Where the data below has the string "hidden", return the whole line.

BEGIN

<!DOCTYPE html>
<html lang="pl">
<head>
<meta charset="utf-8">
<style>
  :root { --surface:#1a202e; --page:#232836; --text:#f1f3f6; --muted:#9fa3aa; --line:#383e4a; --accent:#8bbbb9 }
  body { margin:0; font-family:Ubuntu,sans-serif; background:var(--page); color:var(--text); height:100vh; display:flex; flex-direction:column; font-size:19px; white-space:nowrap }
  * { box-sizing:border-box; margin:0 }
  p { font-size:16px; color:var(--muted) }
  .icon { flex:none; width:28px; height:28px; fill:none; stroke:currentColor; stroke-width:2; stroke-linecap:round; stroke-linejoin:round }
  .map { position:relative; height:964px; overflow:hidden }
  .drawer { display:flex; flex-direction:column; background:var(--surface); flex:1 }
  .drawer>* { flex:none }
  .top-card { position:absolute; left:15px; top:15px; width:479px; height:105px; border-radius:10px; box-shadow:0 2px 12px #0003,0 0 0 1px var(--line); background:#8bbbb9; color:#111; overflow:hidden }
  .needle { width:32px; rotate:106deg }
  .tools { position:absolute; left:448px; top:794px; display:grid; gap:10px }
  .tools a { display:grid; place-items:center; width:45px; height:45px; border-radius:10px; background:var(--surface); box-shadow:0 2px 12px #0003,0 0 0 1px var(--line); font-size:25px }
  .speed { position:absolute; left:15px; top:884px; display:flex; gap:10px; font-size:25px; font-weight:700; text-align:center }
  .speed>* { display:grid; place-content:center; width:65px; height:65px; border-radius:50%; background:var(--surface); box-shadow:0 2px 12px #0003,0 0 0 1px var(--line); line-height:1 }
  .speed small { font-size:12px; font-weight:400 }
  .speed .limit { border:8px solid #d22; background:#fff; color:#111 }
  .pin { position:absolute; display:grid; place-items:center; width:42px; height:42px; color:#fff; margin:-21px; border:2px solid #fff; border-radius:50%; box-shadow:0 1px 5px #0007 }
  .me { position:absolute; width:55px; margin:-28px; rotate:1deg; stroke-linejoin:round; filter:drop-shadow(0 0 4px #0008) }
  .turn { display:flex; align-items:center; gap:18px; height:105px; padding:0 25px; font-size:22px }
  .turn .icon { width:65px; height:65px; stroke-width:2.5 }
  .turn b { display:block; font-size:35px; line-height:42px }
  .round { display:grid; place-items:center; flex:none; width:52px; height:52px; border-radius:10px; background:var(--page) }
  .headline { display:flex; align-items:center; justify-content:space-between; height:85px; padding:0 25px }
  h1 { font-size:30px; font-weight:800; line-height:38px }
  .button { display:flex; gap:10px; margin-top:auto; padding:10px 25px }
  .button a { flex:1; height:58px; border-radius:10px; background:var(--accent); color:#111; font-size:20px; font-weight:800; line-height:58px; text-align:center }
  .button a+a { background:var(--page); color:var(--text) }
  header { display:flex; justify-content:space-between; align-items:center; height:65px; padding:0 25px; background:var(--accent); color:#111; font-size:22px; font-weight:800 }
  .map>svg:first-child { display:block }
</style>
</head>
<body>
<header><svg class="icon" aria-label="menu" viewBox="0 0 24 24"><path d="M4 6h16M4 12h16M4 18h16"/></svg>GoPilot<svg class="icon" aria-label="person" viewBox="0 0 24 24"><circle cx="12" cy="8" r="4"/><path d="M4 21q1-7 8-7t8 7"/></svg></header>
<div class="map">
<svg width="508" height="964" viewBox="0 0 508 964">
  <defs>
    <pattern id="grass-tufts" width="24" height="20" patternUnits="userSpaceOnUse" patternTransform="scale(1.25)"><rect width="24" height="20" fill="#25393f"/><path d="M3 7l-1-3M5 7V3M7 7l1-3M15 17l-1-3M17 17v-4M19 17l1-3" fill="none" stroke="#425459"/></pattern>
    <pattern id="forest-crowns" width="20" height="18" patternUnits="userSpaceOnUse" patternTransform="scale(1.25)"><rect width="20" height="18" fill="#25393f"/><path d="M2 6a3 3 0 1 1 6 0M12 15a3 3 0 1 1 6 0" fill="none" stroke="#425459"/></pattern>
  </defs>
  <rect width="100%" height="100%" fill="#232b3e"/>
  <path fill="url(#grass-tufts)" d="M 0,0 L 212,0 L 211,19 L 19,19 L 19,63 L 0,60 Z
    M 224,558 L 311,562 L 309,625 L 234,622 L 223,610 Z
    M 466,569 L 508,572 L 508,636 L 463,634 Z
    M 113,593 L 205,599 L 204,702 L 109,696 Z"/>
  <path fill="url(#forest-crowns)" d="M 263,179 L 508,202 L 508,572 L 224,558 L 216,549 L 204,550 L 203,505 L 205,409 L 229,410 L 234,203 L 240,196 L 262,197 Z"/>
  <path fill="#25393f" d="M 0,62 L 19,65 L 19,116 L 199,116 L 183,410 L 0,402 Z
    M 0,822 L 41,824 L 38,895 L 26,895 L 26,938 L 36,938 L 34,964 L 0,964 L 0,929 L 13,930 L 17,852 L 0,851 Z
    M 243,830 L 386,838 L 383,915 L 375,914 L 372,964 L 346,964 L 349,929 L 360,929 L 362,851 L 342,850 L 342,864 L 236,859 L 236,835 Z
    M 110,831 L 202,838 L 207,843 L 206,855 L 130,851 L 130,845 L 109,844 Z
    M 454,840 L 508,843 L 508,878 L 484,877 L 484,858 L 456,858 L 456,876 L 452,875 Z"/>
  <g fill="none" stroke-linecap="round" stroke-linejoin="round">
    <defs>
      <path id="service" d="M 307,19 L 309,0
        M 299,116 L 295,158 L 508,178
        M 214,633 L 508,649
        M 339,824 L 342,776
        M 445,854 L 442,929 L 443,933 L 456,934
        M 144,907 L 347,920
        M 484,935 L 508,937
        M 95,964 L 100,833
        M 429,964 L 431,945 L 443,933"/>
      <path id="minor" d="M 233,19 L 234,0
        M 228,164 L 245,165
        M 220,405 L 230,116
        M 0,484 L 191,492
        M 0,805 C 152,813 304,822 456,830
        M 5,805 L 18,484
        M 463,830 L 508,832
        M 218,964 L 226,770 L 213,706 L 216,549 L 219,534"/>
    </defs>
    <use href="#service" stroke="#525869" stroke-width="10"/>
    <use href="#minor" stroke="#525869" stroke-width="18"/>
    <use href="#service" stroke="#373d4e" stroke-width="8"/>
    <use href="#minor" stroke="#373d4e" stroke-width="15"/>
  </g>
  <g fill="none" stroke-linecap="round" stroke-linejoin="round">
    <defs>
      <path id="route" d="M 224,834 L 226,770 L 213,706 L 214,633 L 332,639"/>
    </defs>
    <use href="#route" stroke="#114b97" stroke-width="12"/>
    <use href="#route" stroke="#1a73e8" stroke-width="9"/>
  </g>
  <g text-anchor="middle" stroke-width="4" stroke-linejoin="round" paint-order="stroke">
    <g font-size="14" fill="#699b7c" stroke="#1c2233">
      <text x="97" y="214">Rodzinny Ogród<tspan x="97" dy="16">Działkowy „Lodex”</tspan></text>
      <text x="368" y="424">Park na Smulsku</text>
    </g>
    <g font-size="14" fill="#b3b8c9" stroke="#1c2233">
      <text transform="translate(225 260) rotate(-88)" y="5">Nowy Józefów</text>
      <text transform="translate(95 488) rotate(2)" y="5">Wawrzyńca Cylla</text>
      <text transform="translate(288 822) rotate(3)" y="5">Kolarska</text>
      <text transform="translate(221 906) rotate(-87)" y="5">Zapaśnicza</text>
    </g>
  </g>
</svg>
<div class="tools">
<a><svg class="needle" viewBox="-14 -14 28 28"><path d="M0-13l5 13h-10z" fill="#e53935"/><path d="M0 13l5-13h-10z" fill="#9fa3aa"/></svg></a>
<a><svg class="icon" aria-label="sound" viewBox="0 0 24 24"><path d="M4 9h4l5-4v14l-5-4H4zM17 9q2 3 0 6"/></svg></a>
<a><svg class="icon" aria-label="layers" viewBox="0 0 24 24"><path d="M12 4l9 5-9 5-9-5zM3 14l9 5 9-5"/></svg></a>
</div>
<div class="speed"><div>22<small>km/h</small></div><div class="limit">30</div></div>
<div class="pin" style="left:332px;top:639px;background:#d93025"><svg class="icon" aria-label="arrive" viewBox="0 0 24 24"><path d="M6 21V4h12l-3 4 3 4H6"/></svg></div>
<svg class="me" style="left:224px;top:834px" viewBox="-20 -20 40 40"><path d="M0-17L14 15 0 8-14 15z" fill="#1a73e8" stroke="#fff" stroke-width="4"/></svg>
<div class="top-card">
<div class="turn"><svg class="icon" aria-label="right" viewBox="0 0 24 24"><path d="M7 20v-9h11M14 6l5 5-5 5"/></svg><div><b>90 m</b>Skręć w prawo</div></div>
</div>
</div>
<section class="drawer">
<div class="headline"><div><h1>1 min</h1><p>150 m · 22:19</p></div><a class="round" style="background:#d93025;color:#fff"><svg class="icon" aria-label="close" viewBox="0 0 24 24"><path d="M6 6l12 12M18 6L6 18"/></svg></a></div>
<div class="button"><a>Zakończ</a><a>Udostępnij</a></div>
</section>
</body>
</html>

END

• Task result:
  .map { position:relative; height:964px; overflow:hidden }
  .top-card { position:absolute; left:15px; top:15px; width:479px; height:105px; border-radius:10px; box-shadow:0 2px 12px #0003,0 0 0 1px var(--line); background:#8bbbb9; color:#111; overflow:hidden }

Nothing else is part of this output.